The millennial age group includes both people who are just getting into the market and also those looking to upgrade to their second or third home. So some people were trading up while others were getting in. 

What is the biggest risk facing the Vancouver housing market?

If you had asked me a few years ago, I would have said the biggest risk facing the Vancouver housing market was government intervention. But we’ve put so much in to restrict credit or restrict certain investors and our market has still been so resilient. 

We could see more mortgage rule changes or tax treatment changes but those likely won’t be that detrimental to pricing.

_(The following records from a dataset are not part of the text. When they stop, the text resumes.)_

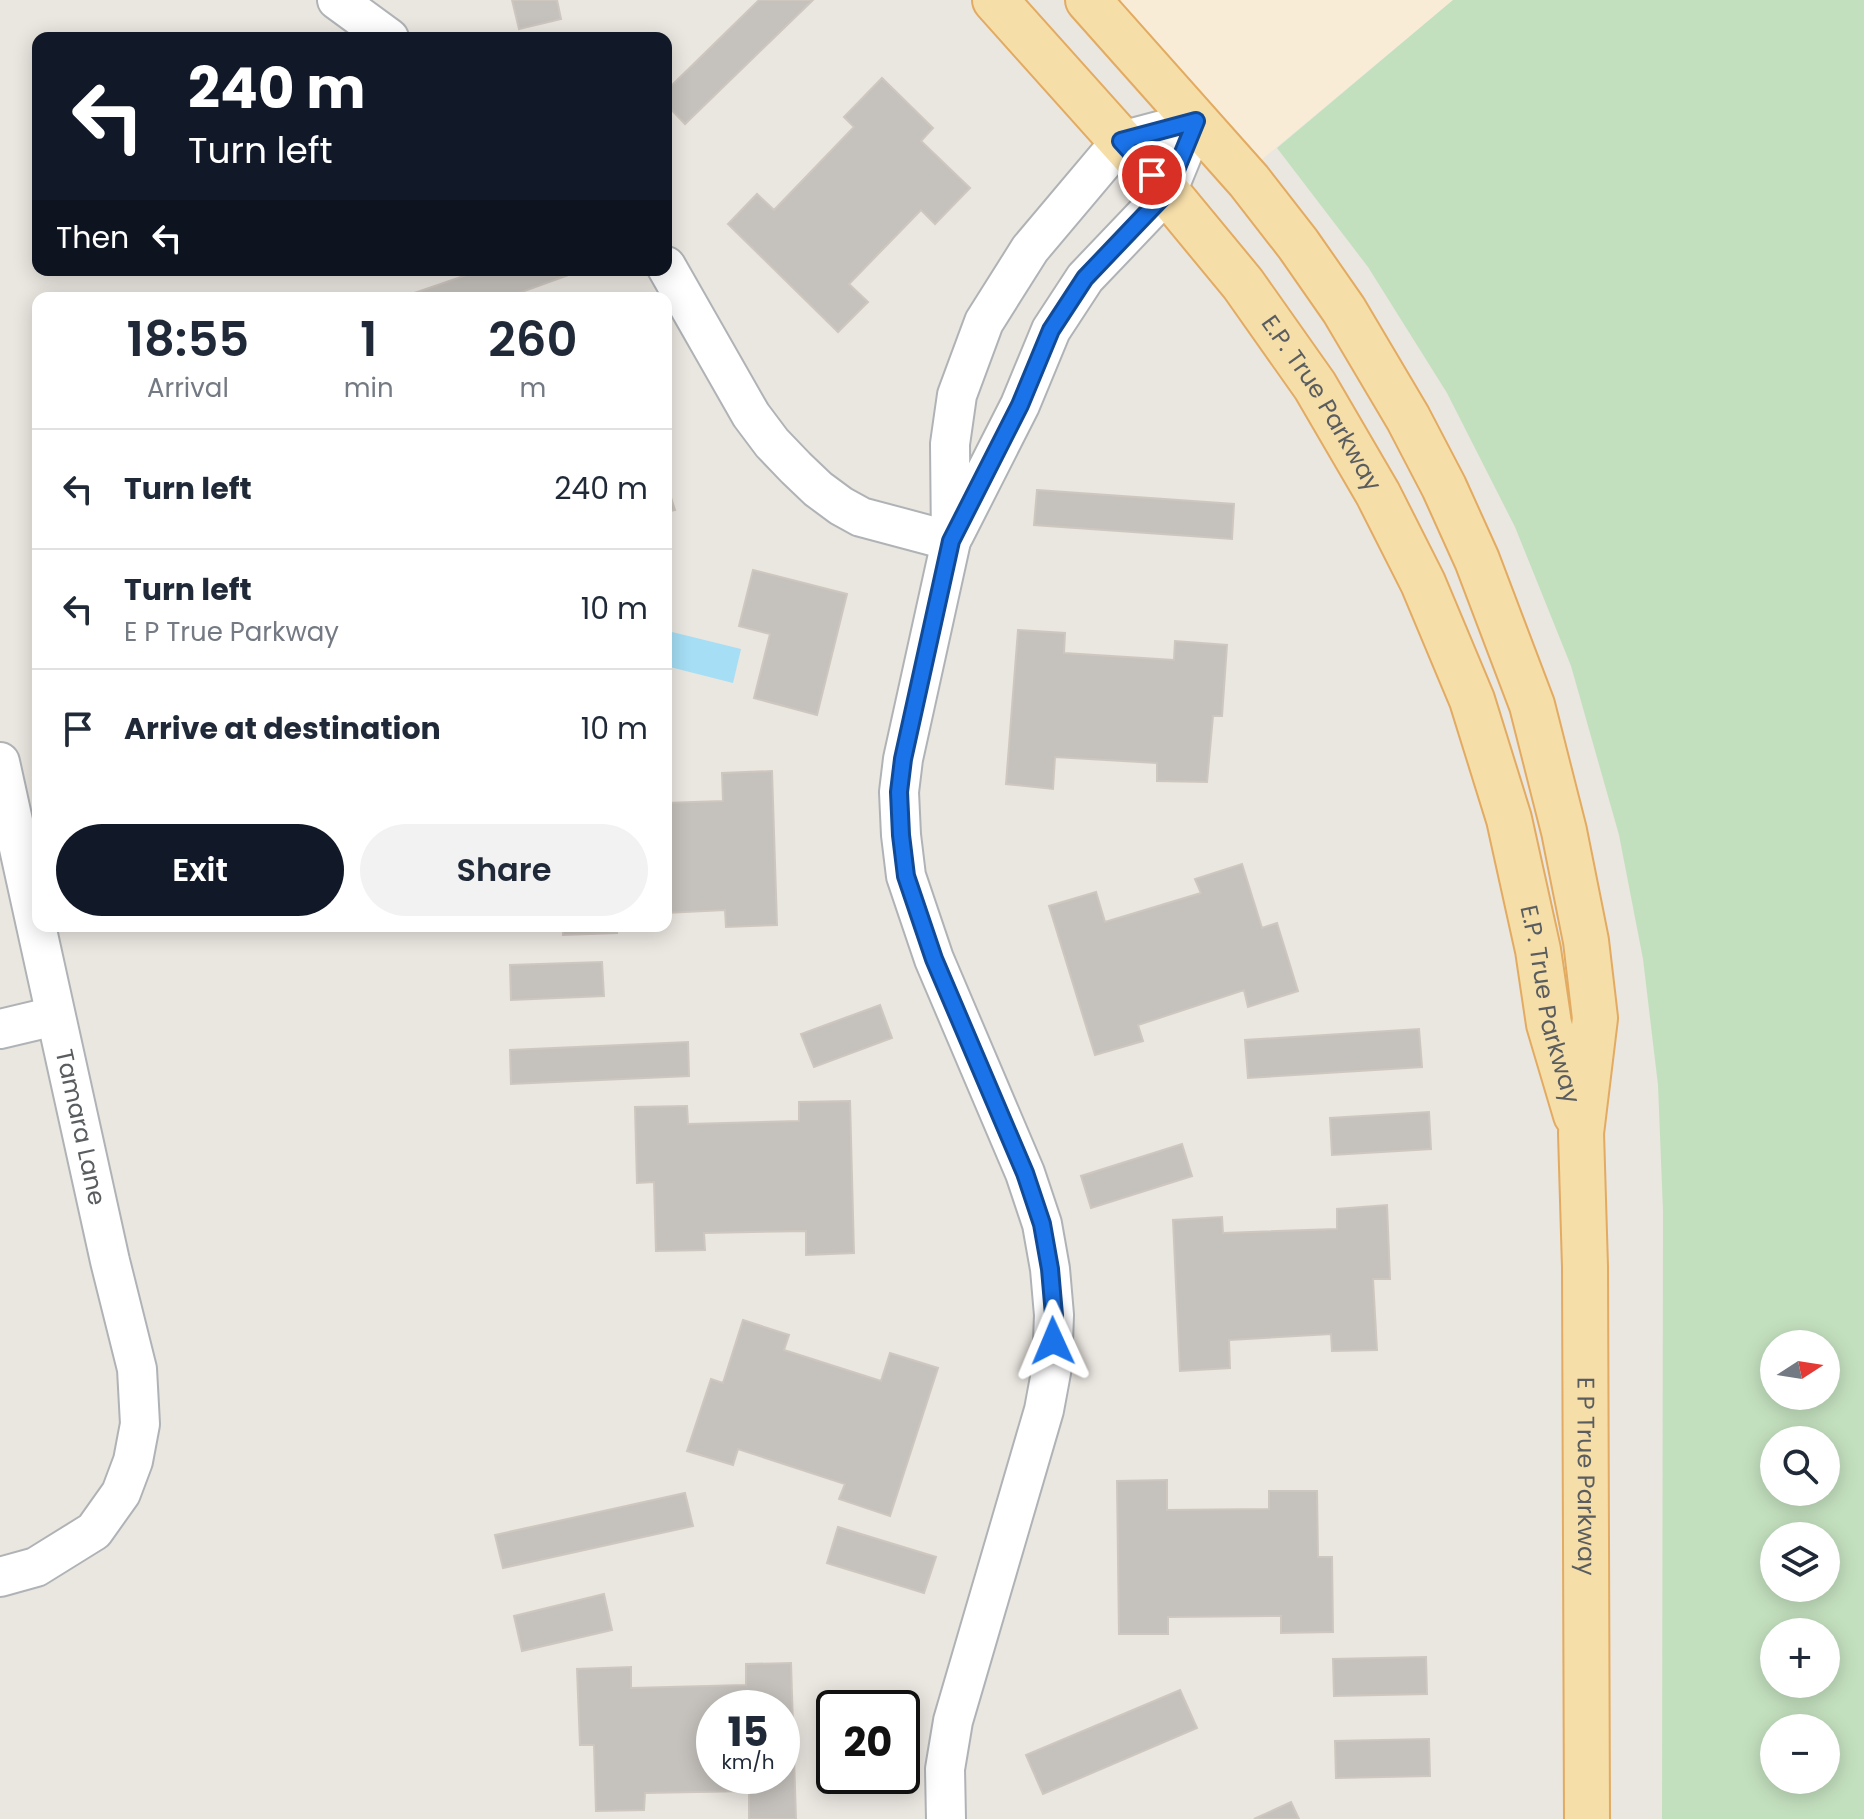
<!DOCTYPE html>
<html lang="en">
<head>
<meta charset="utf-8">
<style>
  body { margin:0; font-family:Poppins,sans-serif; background:#f2f2f3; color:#1f2937; height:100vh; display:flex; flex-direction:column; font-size:30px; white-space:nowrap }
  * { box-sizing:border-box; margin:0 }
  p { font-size:26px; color:#747a83 }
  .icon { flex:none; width:44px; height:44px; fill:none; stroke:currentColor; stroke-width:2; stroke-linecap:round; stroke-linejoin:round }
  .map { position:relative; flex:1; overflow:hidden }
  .side { position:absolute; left:32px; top:292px; width:640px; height:640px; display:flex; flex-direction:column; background:#fff; border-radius:16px; box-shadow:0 4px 20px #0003 }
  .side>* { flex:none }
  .banner { position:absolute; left:32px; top:32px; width:640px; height:244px; border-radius:16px; box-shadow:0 4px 20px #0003; background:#111827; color:#fff; overflow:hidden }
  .needle { width:52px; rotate:78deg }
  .fabs { position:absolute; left:1760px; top:1330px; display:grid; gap:16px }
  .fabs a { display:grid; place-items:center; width:80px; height:80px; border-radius:50%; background:#fff; box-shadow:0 4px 20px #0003; font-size:40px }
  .speed { position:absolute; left:696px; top:1690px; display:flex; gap:16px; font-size:40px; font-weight:700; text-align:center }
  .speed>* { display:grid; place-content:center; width:104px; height:104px; border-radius:50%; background:#fff; box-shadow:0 4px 20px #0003; line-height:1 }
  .speed small { font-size:20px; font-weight:400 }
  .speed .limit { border:4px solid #111; border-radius:12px; background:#fff; color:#111 }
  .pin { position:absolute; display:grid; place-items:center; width:68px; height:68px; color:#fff; margin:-34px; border:4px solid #fff; border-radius:50%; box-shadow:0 2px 8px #0007 }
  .me { position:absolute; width:88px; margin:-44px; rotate:359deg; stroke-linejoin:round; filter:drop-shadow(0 0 6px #0008) }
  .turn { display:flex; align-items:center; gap:28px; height:168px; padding:0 24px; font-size:36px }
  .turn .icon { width:104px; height:104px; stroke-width:2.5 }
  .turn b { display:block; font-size:56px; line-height:68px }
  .then { display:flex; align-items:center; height:76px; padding:0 24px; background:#0003; gap:16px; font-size:30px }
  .eta { display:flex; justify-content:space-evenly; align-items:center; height:136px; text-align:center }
  .eta b { font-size:48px; font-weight:600; line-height:56px }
  .button { display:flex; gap:16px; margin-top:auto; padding:16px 24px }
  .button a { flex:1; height:92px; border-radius:48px; background:#111827; color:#fff; font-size:32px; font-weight:600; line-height:92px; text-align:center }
  .button a+a { background:#f2f2f3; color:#1f2937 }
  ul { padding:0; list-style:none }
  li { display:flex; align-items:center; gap:24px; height:120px; padding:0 24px; border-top:2px solid #e0e1e3 }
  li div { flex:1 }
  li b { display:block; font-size:30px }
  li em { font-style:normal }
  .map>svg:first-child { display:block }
</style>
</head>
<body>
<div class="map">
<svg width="1864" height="1819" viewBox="0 0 1864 1819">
  <rect width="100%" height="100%" fill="#eae6e0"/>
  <path fill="#f9ecd6" d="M1116,0H1453L1260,161Z"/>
  <path fill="#c3e0be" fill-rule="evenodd" d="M1453,0H1864V1819H1662L1663,1211L1658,1085L1643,959L1619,835L1571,666L1515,527L1447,393L1368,267L1277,148ZM1826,1344V1396H1774V1344ZM1826,1440V1492H1774V1440ZM1774,1536H1826V1588H1774ZM1774,1632H1826V1684H1774ZM1826,1728V1780H1774V1728Z"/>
  <path fill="#a5def5" d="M672,632L741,649L733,683L666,666V655Z"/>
  <path fill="#c5c1bc" stroke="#cec7bf" stroke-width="2" fill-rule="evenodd" d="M512,0H557L561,19L519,29Z
    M759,0H813L685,124L666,104V91Z
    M882,78L933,128L921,141L970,188L935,224L921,210L849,284L868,302L838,332L728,224L757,194L774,210L854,127L844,117Z
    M481,270H576L577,272L505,298H400Z
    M666,482L675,510L666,512Z
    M1037,490L1234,504L1232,539L1034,525Z
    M753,570L847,594L817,715L754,698L770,634L739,626Z
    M1018,630L1065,633L1064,653L1174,660L1175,641L1227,645L1222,716H1213L1207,782L1157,781V763L1055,757L1053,789L1006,784Z
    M772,771L777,925L726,927L725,910L666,913V803L723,801L722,773Z
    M1242,864L1262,928L1277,923L1298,991L1248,1007L1244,990L1138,1025L1143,1041L1095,1055L1049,906L1096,892L1105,922L1201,893L1195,879Z
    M563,926H616L617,933L563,935Z
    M602,962L604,996L511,1000L510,965Z
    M880,1005L892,1038L814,1067L801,1034Z
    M1419,1029L1422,1067L1248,1078L1245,1040Z
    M688,1042L689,1076L511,1084L510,1050Z
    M850,1101L854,1253L806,1255V1231L704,1233L705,1250L656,1251L654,1182L637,1183L635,1107L687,1106L688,1124L799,1121V1102Z
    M1429,1112L1431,1149L1332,1155L1330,1118Z
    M1182,1144L1192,1176L1091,1208L1081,1176Z
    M1387,1205L1390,1279H1373L1377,1350L1332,1351L1331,1334L1229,1340L1230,1368L1180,1371L1173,1220L1222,1217L1223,1233L1337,1229V1209Z
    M743,1320L789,1335L784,1350L881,1381L890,1353L938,1368L890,1516L839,1499L845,1484L738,1449L733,1465L687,1451L711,1379L723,1383Z
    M1167,1480V1510L1269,1509V1491H1317L1318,1557H1332L1333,1632L1281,1633V1616L1168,1617V1634H1119L1117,1481Z
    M685,1493L693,1526L503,1568L495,1535Z
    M838,1527L936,1557L924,1593L827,1563Z
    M604,1594L612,1630L522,1651L514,1616Z
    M1426,1657L1427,1694L1334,1696L1333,1659Z
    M791,1663L796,1819H749V1791L645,1793L644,1810L596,1811L594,1745H580L577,1669L631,1667V1688L746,1685V1664ZM714,1708H782V1776H714Z
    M1180,1690L1197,1728L1043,1794L1026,1755Z
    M1429,1739L1430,1776L1336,1778L1335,1741Z
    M1291,1802L1299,1819H1254Z"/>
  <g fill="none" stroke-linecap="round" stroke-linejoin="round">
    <g stroke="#b0b3b6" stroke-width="42">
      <g id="minor">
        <path d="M337,0L389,38"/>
        <path d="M666,266L751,415L772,443L796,468L818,489L841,506L861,517L951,541"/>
        <path d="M954,535L1020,405L1051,330L1085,278L1167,192L1196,121"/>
        <path id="s1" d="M0,762L110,1261L137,1369L140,1424L133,1461L121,1493L94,1531L36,1567L0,1577"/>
        <path d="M0,1029L55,1016"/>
        <path d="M946,1819L945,1769L953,1721L1044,1410L1052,1367L1054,1315L1050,1269L1042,1224L1025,1173L934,959L906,876L901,835L899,792L903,759L951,541L950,444L957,395L984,322L1030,249L1121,141L1196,121"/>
      </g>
    </g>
    <g stroke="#e2ab61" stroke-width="48">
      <g id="major">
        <path id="s2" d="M995,0L1167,192L1243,284L1315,386L1378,494L1423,583L1472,700L1509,819L1538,950L1549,1024L1576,1115"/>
        <path id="s3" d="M1088,0L1249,181L1298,244L1344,310L1408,418L1444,487L1477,560L1532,705L1564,831L1586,941L1595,1018L1581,1133L1585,1267L1587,1819"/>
      </g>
    </g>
    <use href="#minor" stroke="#fff" stroke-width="38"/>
    <use href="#major" stroke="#f6dea9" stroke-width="44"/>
  </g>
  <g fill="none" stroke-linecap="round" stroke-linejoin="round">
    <g stroke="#114b97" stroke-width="20">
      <path id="route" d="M1053,1341L1054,1315L1050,1269L1042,1224L1025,1173L934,959L906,876L901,835L899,792L903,759L951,541L1020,405L1051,330L1085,278L1167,192L1196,121L1121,141L1152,175"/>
    </g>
    <use href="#route" stroke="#1a73e8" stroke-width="14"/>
  </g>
  <g text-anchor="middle" stroke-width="7" stroke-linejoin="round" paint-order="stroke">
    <g font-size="24" fill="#595d5f" stroke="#fff">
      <text dy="8" stroke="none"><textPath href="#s2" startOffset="520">E.P. True Parkway</textPath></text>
      <text dy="8" stroke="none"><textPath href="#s2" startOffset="1168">E.P. True Parkway</textPath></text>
      <text dy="8" stroke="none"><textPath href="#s1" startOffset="374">Tamara Lane</textPath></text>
      <text dy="8" stroke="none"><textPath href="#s3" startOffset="1620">E P True Parkway</textPath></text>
    </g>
  </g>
</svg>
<div class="fabs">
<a><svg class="needle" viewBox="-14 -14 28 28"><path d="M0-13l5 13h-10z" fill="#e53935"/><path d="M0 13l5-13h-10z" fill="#747a83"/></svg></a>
<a><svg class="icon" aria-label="search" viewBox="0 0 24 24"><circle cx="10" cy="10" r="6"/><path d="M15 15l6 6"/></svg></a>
<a><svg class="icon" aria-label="layers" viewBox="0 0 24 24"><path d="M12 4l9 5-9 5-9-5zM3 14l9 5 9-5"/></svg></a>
<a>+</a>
<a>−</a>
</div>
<div class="speed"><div>15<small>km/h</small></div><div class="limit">20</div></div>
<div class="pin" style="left:1152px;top:175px;background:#d93025"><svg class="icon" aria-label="arrive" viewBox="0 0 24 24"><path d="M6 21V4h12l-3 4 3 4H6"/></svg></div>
<svg class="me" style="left:1053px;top:1341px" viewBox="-20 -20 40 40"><path d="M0-17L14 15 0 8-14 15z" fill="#1a73e8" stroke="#fff" stroke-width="4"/></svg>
<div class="banner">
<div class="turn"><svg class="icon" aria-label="left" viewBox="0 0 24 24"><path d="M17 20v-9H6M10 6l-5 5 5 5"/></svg><div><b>240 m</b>Turn left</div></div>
<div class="then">Then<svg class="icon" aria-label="left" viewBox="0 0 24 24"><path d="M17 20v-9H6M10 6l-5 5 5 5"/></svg></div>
</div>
<section class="side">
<div class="eta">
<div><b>18:55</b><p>Arrival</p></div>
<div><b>1</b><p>min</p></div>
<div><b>260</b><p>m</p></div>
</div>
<ul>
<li><svg class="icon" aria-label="left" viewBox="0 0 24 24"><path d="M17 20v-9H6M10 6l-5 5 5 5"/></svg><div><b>Turn left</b></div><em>240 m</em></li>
<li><svg class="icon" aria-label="left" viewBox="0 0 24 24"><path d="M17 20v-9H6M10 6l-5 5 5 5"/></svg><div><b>Turn left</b><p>E P True Parkway</p></div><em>10 m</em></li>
<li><svg class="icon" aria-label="arrive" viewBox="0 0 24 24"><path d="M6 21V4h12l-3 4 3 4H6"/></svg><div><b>Arrive at destination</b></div><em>10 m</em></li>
</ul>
<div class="button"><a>Exit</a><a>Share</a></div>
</section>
</div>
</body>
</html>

Vancouver has stretched affordability. If credit conditions change dramatically, you would expect to see that in the data. 

What did we learn about foreign buyers in Vancouver? 

We learned that Vancouver is an international city and an attractive place, so we have more foreign buyers than most places. But no, you’re not being bought out of your home by offshore money that is buying places and holding them vacant. Every time we’ve looked, the data has shown very modest numbers for foreign buyers, less than 0.5%. 

What is happening in the Vancouver housing market in 2022? 

It’s unlikely we’ll see a new record in terms of sales; they should be about 10-15% over last year. The biggest pull back will be in detached houses, because of how elevated they were in 2021. Apartments may be pretty flat, but that would still represent very strong sales. Across the region, we think we’ll see more of a pull back in sales numbers in Downtown Vancouver (-8%), the west side of Vancouver, as well as Squamish and Whistler (-15%). 

On the pricing side, prices year over year are positive across the board. I predict 9% across the board: 13% for detached, 10% for attached and 8% for apartments. The biggest price increases will probably continue in further out regions with more room to run. We may see 13% price increases in places like Squamish and closer to 10% for places like Burnaby and the North Shore.